### [WHAT TO WORK ON]
Go through the records below line by line and report how many lines include "image", giving the number only.
START GIVEN DATA
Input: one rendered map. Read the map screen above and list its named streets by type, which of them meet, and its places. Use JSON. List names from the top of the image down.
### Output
END GIVEN DATA
START GIVEN DATA
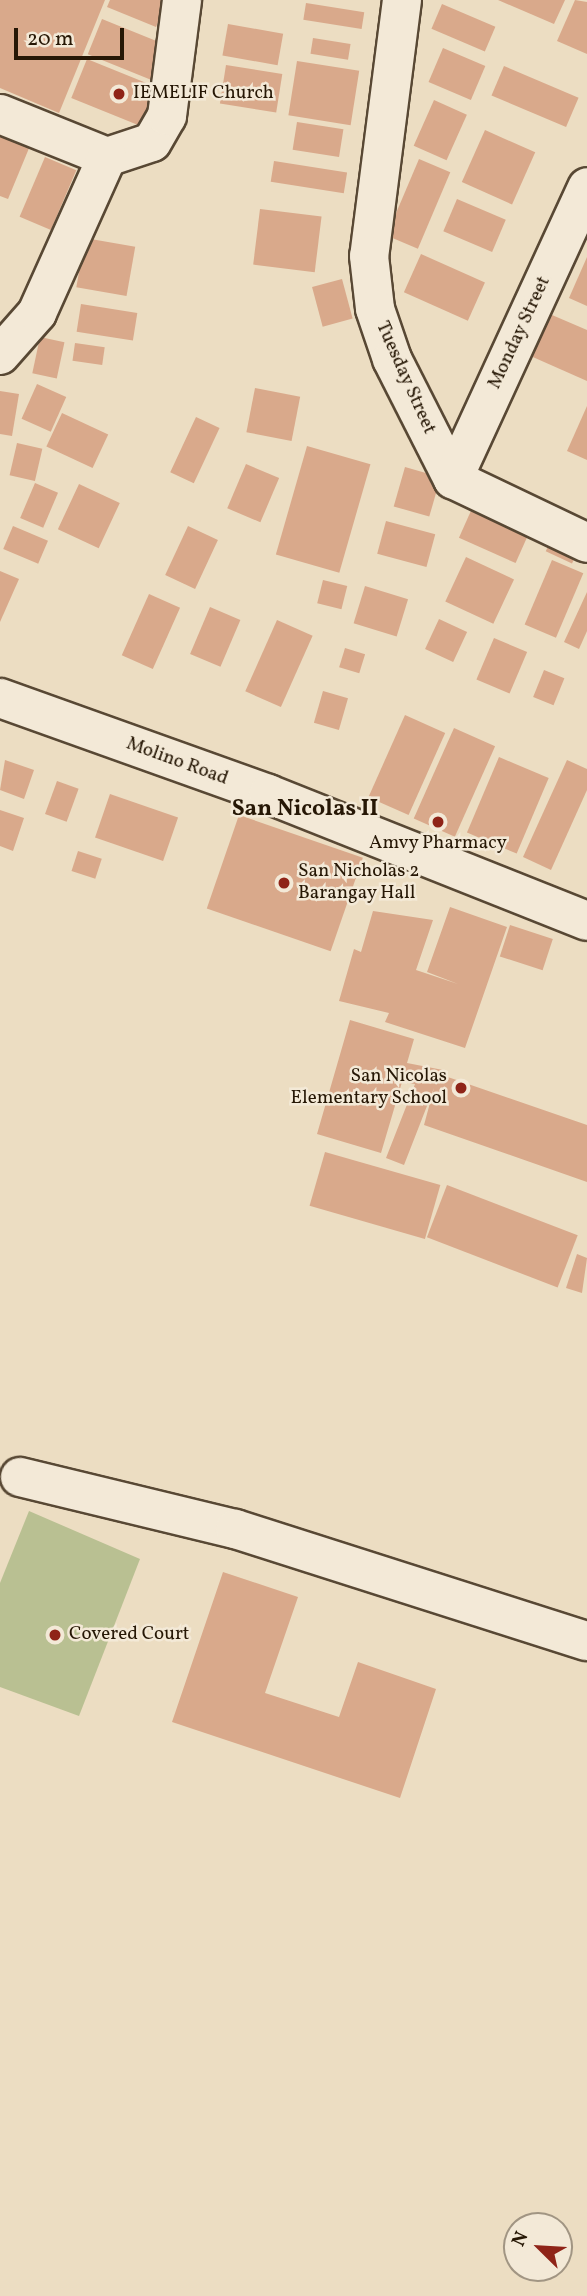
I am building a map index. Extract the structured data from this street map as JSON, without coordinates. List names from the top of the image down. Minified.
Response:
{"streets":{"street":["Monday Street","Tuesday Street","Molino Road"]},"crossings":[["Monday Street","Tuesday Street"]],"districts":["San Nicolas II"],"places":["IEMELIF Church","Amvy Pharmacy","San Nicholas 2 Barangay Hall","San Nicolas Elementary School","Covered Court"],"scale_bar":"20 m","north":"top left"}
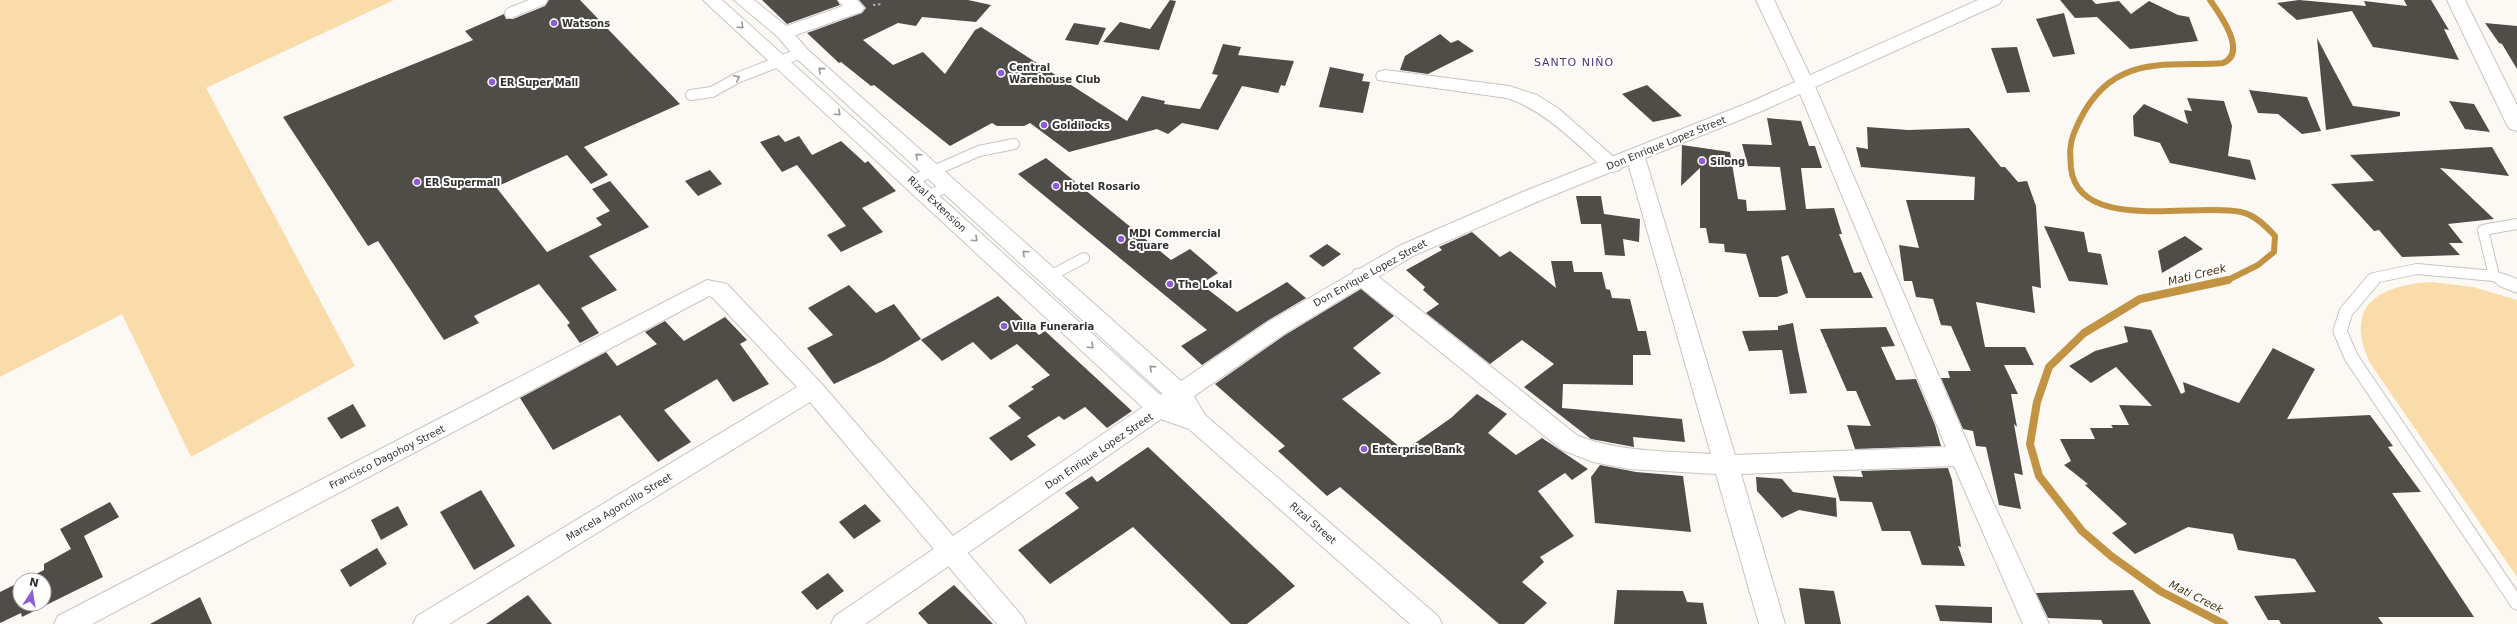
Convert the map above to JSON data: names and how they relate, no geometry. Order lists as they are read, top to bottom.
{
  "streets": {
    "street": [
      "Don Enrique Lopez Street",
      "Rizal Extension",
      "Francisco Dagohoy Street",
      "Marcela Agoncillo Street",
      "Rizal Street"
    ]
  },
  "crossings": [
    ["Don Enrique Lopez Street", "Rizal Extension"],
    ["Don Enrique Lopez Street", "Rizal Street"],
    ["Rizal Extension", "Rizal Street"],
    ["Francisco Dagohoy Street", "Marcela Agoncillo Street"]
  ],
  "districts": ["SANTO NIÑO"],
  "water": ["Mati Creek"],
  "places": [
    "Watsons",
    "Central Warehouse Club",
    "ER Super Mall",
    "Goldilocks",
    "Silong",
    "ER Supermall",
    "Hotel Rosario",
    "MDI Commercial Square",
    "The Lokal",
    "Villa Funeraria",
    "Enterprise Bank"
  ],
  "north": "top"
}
END GIVEN DATA
### [YOUR RESPONSE]
2